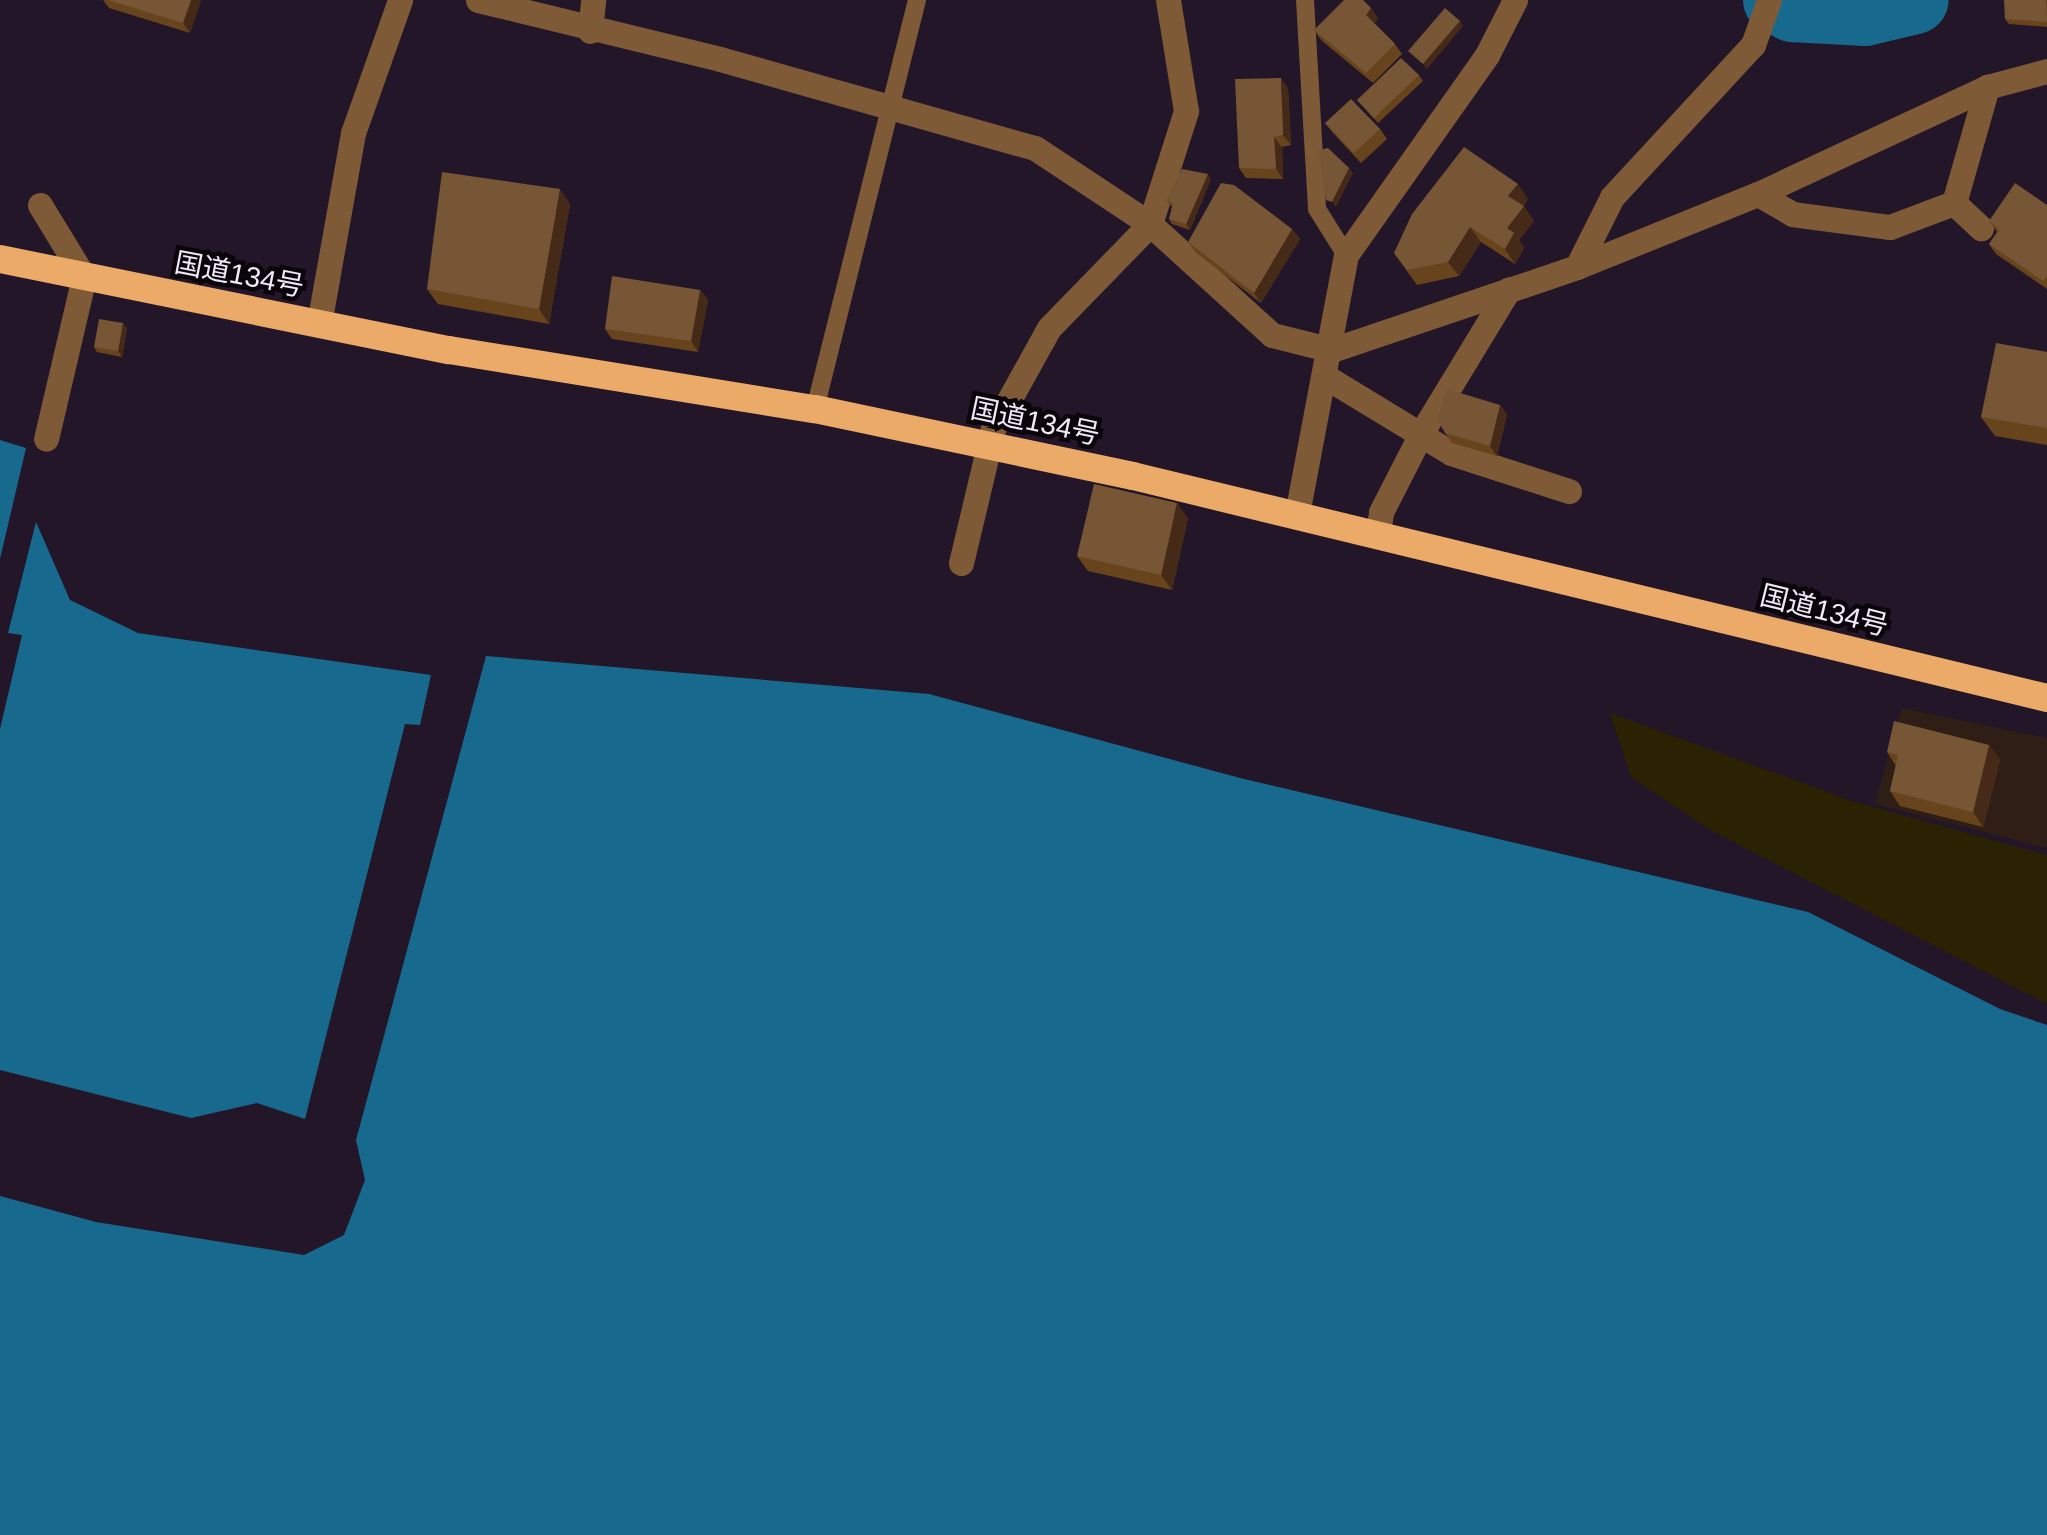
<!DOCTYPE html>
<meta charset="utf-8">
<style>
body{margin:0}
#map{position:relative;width:2047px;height:1535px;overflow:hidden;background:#231628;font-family:Helvetica,"Noto Sans JP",sans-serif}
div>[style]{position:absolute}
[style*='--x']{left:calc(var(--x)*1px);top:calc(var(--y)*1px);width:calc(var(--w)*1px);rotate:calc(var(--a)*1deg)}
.commercial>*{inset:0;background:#2f1e16}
.sand>*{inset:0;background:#2a2202}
.water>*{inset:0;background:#17698e}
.river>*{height:68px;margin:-34px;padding:0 34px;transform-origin:34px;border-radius:34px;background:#17698e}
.service>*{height:18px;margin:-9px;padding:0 9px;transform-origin:9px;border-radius:9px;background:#7f5a37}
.minor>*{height:25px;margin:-12.5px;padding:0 12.5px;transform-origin:12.5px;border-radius:12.5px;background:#7f5a37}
.tertiary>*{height:25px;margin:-12.5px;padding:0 12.5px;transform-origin:12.5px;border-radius:12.5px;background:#7f5a37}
.trunk>*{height:28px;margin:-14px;padding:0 14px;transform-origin:14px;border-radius:14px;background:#ecaa68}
.wall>*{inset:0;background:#67441c}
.shaded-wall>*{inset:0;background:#452a17}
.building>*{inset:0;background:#765634}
span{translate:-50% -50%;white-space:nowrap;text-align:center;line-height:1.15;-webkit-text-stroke:9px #09050b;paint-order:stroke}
.street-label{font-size:28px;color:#f3eaf7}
</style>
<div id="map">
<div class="commercial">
<div style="clip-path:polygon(1902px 708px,2047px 738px,2047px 848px,1875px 804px)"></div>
</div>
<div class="sand">
<div style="clip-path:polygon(1610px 713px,1852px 801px,2047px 855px,2047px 1004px,1712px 831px,1631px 777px)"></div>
</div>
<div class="water">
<div style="clip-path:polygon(0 440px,26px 448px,0 559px)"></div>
<div style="clip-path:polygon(36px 522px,70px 600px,138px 633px,431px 675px,420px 725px,405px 724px,305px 1119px,257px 1103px,191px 1118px,0 1070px,0 729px,22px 635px,8px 633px)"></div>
<div style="clip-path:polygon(486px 656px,929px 694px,1240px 778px,1808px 912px,2000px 1009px,2047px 1025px,2047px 1535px,0 1535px,0 1196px,96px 1222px,304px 1255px,344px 1235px,365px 1180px,356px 1140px)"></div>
</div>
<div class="river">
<div style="--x:1777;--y:0;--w:18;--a:27"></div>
<div style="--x:1793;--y:8;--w:72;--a:3.2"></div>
<div style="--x:1865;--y:12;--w:51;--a:-13.5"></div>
</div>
<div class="service">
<div style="--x:1305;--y:0;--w:209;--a:86.7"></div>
<div style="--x:1317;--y:209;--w:54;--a:57.8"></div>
<div style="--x:815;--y:409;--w:422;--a:-76"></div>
</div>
<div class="minor">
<div style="--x:478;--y:0;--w:249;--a:13.7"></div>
<div style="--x:720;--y:59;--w:327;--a:15.8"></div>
<div style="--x:1035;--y:148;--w:138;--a:33.5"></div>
<div style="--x:1150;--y:224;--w:165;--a:42.3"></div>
<div style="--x:1272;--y:335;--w:62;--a:14"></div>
<div style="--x:1332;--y:350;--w:259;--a:-18.7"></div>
<div style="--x:1577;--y:267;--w:195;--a:-22"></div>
<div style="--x:1758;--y:194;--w:253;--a:-25"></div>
<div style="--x:1987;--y:87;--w:62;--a:-14.9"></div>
<div style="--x:590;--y:31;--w:31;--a:-84"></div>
<div style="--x:1758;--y:194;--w:39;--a:30"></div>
<div style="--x:1792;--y:214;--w:99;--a:7.6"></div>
<div style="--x:1890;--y:227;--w:68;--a:-20.6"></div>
<div style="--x:1954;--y:203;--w:37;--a:43"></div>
<div style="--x:1954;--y:203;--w:121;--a:-74.1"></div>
<div style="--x:40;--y:205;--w:84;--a:58.6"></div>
<div style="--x:84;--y:277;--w:166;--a:103.2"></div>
<div style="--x:1577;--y:267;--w:78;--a:-63.4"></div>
<div style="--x:1612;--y:197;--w:207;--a:-47.2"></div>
<div style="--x:1753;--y:45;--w:48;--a:-70.4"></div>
<div style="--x:319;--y:324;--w:194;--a:-79.9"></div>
<div style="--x:353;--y:133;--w:141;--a:-70.5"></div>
<div style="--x:1326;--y:377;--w:146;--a:31.3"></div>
<div style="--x:1451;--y:453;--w:124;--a:17.9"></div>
<div style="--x:1378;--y:532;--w:20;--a:-81"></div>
<div style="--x:1381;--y:512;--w:90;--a:-62.9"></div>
<div style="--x:1422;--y:432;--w:167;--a:-58.7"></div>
<div style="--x:961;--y:563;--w:138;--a:-76.6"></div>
<div style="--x:993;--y:429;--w:115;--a:-61"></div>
<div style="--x:1049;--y:328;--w:145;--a:-45.8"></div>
<div style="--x:1150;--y:224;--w:119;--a:-72.3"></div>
<div style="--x:1186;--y:111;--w:112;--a:-99.2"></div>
</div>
<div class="tertiary">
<div style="--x:1297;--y:514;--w:264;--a:-79.3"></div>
<div style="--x:1346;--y:255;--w:245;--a:-54.8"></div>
<div style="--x:1487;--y:55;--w:62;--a:-63"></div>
</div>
<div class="trunk">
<div style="--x:0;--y:259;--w:458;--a:11.5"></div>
<div style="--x:449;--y:350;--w:371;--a:9.2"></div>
<div style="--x:815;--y:409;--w:325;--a:11.9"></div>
<div style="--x:1133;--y:476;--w:941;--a:13.65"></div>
</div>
<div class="wall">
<div style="clip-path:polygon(103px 0,201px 0,190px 33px,109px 8px)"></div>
<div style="clip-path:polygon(2047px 0,2047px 27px,2009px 24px,2005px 19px)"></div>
<div style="clip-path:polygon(1371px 8px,1378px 19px,1374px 23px,1395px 44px,1402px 54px,1373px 83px,1321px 40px,1314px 30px)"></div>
<div style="clip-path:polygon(1419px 75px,1423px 81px,1378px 123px,1357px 100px)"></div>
<div style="clip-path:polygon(1288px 88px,1291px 145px,1282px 147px,1283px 179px,1246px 178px,1239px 168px)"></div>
<div style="clip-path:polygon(1325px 123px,1380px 129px,1387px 139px,1361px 163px,1333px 133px)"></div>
<div style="clip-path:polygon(1211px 179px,1190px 230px,1172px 224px,1169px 219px,1172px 207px,1166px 200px)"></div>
<div style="clip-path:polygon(1528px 199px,1523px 206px,1534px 221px,1519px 240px,1524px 248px,1515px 264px,1481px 242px,1459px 276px,1417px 285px,1394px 253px)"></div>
<div style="clip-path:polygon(570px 204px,549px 324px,438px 304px,427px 289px)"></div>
<div style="clip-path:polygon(2047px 205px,2047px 289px,1996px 254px,1989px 244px,1997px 232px,1989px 221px)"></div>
<div style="clip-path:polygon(1292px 229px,1300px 239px,1261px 303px,1195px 252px,1188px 242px)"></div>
<div style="clip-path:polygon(700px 290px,708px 300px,698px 352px,612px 339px,605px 329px)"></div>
<div style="clip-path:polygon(127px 328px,122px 357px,97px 352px,94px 347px)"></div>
<div style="clip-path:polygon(2047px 352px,2047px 445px,1995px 436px,1981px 417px)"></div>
<div style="clip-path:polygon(1500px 405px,1507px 415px,1497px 456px,1452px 443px,1445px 433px)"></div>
<div style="clip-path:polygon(1188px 518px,1172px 590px,1088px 571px,1077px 556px)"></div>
<div style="clip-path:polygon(1989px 745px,2000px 760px,1983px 827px,1900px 806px,1890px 791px,1896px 766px,1887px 752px)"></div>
</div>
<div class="shaded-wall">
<div style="clip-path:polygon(191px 0,201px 0,190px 33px,183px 23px)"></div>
<div style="clip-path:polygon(1371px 8px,1378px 19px,1373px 25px,1366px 15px)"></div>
<div style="clip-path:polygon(1460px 21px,1463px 26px,1427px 69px,1423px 64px)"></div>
<div style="clip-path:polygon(1281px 78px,1288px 88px,1291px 145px,1283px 135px)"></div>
<div style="clip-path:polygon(1274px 137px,1282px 147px,1283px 179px,1276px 169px)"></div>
<div style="clip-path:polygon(1349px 168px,1353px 173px,1336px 207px,1332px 202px)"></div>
<div style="clip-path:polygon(1208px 174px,1211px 179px,1190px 230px,1186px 224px)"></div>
<div style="clip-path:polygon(1518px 184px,1528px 199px,1518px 211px,1508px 196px)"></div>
<div style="clip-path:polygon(560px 189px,570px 204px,549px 324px,539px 309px)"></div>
<div style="clip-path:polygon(1524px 206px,1534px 221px,1519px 240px,1524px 248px,1515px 264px,1505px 249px,1507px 228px)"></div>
<div style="clip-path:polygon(1470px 227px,1481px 242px,1459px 276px,1448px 262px)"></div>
<div style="clip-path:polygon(1292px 229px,1300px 239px,1261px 303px,1254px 293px)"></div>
<div style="clip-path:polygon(700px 290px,708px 300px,698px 352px,691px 341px)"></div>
<div style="clip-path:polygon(123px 323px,127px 328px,122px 357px,118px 351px)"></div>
<div style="clip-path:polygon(1500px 405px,1507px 415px,1497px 456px,1490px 446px)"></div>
<div style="clip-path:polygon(1177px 503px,1188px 518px,1172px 590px,1161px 575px)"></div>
<div style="clip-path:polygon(1989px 745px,2000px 760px,1983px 827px,1973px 812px)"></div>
</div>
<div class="building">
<div style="clip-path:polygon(108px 0,191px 0,183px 23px)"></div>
<div style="clip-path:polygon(1344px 0,1363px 0,1371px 8px,1366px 15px,1395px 44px,1366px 73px,1314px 30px)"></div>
<div style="clip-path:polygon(2004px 0,2046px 0,2047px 22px,2005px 19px)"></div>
<div style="clip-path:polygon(1445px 8px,1460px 21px,1423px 64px,1408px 51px)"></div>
<div style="clip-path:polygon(1401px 58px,1419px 75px,1374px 118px,1357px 100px)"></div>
<div style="clip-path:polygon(1281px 78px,1283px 135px,1274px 137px,1276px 169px,1239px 168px,1235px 79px)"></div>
<div style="clip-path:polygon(1351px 99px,1380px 129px,1354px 153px,1325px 123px)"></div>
<div style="clip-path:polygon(1464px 147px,1518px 184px,1508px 196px,1524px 206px,1507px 228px,1514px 233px,1505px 249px,1470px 227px,1448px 262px,1407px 270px,1394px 253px,1412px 214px)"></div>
<div style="clip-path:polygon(1328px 148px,1349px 168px,1332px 202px,1326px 200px,1319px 150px)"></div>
<div style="clip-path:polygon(1182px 169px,1208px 174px,1186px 224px,1169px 219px,1173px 204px,1166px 200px)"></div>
<div style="clip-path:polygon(442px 172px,560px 189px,539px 309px,427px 289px)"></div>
<div style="clip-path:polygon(1221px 183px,1234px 185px,1292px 229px,1254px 293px,1188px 242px)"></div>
<div style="clip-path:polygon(2015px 183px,2047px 205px,2047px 276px,2043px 281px,1989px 244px,1999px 230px,1989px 221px)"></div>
<div style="clip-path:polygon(612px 276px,700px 290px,691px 341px,605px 329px)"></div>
<div style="clip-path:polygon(99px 319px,123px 323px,118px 351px,94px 347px)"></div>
<div style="clip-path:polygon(1996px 343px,2047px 352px,2047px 428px,1981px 417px)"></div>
<div style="clip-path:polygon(1447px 389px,1500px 405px,1490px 446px,1445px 433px,1437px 419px)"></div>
<div style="clip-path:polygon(1094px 484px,1177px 503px,1161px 575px,1077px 556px)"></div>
<div style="clip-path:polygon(1894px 721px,1989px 745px,1973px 812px,1890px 791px,1898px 755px,1887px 752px)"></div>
</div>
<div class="street-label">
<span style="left:239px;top:275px;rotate:11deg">国道134号</span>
<span style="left:1035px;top:422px;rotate:12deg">国道134号</span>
<span style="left:1824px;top:611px;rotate:14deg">国道134号</span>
</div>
</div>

Task to carry out:
Could you find every line in the records above that has the string "shaded" and copy it?

Answer space:
.shaded-wall>*{inset:0;background:#452a17}
<div class="shaded-wall">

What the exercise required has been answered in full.